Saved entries
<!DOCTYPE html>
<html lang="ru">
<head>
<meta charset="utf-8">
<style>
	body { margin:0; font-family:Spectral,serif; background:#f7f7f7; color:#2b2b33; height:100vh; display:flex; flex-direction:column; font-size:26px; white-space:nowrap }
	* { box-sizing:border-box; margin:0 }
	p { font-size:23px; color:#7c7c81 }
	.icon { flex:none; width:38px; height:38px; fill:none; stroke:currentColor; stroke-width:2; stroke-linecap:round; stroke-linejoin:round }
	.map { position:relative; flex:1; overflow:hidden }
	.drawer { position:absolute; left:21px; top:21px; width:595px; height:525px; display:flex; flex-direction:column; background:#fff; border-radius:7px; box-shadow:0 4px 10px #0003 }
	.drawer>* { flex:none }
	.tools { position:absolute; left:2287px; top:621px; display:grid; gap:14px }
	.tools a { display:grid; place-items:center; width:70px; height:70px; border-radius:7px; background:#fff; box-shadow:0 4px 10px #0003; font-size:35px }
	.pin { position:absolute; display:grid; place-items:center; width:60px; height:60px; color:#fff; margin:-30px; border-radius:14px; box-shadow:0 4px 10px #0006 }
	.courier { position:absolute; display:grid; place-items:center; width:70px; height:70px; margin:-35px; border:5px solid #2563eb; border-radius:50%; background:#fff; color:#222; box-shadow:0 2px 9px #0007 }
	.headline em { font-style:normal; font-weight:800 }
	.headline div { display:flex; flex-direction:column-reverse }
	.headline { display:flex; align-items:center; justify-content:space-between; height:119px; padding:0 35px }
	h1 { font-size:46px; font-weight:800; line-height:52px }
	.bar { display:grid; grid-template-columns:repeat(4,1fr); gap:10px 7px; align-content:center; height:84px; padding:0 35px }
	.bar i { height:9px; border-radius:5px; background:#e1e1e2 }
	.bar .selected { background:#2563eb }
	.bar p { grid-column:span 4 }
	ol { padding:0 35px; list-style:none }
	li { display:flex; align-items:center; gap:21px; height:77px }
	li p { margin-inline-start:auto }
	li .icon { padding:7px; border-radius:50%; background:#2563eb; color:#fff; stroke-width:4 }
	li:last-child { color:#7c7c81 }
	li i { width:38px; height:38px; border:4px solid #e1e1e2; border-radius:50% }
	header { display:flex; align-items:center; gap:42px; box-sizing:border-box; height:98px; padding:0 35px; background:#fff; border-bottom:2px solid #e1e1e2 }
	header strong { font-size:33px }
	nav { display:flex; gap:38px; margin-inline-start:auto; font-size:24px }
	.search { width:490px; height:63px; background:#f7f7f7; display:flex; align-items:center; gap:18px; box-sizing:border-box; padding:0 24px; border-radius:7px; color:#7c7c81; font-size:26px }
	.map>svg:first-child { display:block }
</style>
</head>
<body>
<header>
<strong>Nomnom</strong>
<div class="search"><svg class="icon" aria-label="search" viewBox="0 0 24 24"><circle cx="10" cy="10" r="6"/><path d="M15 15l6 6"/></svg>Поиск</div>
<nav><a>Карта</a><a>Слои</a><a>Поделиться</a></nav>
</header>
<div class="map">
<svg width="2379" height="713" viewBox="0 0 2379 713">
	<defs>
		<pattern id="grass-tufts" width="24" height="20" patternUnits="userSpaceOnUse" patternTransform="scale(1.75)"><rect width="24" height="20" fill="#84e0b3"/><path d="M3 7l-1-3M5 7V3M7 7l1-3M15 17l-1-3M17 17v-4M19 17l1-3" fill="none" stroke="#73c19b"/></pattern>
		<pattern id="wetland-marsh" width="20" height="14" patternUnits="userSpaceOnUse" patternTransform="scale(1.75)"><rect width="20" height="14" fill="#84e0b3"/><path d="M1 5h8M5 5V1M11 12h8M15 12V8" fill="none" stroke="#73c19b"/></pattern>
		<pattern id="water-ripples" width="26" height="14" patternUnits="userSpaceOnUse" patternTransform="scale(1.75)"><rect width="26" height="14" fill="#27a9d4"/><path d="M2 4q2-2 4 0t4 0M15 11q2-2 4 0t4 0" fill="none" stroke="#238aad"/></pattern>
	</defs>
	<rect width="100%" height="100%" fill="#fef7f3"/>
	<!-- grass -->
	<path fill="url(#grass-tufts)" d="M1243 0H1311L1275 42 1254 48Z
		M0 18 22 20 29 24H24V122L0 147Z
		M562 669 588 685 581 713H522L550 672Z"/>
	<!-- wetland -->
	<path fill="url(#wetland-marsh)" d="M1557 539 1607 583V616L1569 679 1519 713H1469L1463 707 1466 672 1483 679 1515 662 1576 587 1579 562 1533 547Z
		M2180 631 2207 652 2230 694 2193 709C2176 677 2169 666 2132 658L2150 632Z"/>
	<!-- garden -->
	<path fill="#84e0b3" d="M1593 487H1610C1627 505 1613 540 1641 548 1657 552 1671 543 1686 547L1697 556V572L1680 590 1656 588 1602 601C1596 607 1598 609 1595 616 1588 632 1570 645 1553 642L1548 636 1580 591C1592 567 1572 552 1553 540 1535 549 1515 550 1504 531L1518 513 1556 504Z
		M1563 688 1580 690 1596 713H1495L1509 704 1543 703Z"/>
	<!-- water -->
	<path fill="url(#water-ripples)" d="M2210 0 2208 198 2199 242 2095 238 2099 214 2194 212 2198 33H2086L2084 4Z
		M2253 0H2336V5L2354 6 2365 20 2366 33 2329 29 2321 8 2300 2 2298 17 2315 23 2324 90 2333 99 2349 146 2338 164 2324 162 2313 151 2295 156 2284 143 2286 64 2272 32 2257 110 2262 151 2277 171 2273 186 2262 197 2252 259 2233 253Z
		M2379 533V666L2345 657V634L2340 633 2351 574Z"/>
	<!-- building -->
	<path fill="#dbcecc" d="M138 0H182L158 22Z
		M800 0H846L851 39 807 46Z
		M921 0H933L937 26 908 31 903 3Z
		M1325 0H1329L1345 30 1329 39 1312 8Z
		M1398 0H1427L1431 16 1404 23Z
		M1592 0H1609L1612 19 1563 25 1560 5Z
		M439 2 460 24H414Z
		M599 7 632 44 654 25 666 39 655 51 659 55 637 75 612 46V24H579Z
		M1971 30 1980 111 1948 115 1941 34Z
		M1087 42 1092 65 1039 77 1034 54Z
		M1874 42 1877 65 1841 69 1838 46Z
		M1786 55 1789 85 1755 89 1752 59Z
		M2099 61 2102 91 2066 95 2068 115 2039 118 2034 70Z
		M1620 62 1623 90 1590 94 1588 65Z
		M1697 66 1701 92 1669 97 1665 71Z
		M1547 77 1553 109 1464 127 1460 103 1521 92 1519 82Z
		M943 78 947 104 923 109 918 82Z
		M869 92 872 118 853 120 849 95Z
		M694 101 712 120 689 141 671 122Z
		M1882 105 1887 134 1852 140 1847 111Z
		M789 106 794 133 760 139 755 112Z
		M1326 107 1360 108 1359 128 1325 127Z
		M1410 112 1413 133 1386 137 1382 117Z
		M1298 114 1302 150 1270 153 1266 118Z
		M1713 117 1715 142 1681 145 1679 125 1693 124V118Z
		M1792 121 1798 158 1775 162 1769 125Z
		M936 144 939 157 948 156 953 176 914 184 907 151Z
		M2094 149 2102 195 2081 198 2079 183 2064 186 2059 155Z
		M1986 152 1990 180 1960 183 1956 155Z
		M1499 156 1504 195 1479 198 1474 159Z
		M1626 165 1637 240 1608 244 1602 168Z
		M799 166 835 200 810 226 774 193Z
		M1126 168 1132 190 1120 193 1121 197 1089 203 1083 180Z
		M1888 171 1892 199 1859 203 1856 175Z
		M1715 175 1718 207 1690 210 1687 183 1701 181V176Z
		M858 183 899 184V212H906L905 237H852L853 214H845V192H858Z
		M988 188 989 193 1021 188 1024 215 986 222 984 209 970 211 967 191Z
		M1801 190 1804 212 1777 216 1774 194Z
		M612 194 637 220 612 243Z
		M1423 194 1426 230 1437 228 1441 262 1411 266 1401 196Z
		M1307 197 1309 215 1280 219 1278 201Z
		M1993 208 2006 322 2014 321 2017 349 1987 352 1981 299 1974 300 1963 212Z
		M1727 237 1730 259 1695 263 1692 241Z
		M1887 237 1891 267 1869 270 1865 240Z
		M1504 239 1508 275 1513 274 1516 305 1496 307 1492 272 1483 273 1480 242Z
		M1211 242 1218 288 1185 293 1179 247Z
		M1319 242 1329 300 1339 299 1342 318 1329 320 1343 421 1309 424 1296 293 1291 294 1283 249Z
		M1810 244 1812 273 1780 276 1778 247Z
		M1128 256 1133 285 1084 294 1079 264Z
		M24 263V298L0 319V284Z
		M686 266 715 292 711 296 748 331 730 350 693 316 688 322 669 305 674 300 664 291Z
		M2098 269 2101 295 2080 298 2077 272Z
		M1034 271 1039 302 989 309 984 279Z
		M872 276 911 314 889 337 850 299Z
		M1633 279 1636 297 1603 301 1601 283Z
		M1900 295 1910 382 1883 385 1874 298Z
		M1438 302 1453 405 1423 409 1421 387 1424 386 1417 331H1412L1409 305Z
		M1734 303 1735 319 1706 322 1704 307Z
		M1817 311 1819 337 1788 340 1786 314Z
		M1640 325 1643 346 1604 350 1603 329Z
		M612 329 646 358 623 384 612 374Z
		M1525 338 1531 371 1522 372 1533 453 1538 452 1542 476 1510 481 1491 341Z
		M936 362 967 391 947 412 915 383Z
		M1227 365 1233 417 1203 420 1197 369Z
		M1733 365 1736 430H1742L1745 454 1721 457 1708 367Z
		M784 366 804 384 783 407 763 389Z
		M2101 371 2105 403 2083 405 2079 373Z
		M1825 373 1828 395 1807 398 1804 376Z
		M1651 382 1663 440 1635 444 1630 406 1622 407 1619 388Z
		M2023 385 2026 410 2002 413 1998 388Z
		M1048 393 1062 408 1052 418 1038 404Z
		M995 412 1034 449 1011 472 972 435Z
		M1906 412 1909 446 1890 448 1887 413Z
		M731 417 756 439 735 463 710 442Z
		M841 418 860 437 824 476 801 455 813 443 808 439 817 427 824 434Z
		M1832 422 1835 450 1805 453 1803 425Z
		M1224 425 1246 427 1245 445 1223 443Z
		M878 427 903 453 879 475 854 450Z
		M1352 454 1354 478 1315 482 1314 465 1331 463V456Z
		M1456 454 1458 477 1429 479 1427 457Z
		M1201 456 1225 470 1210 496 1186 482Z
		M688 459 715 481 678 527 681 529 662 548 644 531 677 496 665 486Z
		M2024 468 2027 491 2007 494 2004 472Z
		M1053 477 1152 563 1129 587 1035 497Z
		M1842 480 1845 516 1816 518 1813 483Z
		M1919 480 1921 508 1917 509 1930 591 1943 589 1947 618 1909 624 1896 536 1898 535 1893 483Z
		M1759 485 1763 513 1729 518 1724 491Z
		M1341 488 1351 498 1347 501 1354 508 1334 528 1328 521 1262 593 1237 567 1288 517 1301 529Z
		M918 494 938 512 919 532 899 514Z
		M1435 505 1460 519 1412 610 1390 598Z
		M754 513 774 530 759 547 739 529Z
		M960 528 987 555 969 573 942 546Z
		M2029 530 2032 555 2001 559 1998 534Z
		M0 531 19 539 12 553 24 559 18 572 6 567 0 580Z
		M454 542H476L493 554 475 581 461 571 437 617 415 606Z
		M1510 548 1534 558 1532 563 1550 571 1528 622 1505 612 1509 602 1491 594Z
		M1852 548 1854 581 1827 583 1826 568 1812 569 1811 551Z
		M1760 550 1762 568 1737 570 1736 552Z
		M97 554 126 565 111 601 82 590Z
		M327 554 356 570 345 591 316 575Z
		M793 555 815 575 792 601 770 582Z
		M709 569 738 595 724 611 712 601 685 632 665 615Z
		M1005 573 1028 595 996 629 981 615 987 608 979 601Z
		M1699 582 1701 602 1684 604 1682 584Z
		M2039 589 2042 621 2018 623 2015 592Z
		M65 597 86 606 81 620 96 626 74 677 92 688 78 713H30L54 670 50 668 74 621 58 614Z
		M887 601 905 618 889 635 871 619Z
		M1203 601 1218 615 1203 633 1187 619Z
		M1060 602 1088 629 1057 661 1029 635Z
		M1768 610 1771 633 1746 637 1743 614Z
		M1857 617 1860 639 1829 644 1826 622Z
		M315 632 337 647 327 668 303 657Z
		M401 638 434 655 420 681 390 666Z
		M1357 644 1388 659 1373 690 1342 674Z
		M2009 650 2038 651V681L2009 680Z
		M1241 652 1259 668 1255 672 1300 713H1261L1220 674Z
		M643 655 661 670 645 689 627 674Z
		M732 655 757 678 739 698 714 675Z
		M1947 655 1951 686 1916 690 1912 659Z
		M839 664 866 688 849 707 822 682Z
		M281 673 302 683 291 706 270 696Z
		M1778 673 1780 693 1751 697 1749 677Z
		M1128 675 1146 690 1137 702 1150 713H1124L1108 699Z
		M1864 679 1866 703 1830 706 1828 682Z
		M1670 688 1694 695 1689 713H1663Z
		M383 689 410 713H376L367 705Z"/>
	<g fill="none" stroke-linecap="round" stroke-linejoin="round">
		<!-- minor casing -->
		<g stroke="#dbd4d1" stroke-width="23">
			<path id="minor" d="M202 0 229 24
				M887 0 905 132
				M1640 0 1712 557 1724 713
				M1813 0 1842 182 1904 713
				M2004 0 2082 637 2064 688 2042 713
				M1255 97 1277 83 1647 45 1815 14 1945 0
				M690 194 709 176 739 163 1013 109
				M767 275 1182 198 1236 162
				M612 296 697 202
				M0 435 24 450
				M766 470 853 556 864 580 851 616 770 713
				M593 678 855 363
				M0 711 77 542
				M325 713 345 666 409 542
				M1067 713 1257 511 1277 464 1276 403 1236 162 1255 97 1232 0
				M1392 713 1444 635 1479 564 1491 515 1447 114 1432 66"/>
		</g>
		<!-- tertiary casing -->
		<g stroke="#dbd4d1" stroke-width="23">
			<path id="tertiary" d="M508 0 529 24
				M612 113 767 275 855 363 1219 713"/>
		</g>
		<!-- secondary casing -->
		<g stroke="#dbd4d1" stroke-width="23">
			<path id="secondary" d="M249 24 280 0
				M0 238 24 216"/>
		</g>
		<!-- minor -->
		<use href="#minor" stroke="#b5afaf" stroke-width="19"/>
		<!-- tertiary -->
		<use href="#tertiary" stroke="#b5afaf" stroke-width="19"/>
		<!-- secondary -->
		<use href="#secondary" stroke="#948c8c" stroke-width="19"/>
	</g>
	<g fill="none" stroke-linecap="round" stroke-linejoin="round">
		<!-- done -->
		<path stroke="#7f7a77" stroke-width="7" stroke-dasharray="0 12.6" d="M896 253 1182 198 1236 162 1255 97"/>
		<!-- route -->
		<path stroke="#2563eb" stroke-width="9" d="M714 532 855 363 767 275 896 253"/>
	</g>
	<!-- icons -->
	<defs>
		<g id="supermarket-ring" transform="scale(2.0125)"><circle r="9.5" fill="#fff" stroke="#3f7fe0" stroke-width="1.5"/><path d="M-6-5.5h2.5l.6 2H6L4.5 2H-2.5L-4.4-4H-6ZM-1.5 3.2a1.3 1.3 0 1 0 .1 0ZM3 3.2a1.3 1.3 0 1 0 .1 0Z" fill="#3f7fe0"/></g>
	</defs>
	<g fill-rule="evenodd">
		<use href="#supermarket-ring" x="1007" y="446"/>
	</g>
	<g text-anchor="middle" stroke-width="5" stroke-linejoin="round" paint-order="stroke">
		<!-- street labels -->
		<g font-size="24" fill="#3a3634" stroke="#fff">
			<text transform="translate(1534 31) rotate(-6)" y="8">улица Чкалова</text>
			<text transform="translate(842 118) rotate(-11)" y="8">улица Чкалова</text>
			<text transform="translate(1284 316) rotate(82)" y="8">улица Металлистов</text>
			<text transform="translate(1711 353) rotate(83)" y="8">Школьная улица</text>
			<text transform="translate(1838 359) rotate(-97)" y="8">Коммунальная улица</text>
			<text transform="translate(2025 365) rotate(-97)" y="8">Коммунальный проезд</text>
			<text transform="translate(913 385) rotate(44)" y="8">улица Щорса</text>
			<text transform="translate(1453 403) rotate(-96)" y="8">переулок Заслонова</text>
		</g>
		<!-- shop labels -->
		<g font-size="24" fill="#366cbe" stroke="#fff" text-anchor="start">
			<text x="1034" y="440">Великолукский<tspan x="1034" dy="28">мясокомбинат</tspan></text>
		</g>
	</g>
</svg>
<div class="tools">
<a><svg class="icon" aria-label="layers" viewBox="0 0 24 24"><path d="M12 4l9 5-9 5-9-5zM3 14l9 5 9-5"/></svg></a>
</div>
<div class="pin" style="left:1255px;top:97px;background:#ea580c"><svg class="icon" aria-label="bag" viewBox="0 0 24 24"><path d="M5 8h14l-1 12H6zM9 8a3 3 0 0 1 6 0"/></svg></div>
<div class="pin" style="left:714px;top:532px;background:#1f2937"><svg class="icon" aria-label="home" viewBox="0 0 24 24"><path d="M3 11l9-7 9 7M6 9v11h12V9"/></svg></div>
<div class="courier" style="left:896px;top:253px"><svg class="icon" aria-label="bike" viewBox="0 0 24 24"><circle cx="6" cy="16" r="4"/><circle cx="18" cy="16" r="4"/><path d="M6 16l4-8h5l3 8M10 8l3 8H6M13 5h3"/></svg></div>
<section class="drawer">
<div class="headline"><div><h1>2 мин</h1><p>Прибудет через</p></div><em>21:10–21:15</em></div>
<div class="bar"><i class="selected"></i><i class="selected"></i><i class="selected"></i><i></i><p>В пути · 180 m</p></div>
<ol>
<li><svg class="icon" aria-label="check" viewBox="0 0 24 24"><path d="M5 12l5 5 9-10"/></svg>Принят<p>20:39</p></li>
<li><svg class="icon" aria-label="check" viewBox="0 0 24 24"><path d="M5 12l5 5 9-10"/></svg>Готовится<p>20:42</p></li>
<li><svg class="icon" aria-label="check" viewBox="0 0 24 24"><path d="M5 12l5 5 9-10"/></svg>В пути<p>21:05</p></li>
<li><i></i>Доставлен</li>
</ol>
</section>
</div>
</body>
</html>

▶ Instructions for the task
Retype the records above, but only those lines that fall between the line containing "position:absolute; left:2287px; top:621px;" and the line containing "display:flex; align-items:center; justify-content:space-between;", with both of those lines included, exactly as written.

▶ Task solution
	.tools { position:absolute; left:2287px; top:621px; display:grid; gap:14px }
	.tools a { display:grid; place-items:center; width:70px; height:70px; border-radius:7px; background:#fff; box-shadow:0 4px 10px #0003; font-size:35px }
	.pin { position:absolute; display:grid; place-items:center; width:60px; height:60px; color:#fff; margin:-30px; border-radius:14px; box-shadow:0 4px 10px #0006 }
	.courier { position:absolute; display:grid; place-items:center; width:70px; height:70px; margin:-35px; border:5px solid #2563eb; border-radius:50%; background:#fff; color:#222; box-shadow:0 2px 9px #0007 }
	.headline em { font-style:normal; font-weight:800 }
	.headline div { display:flex; flex-direction:column-reverse }
	.headline { display:flex; align-items:center; justify-content:space-between; height:119px; padding:0 35px }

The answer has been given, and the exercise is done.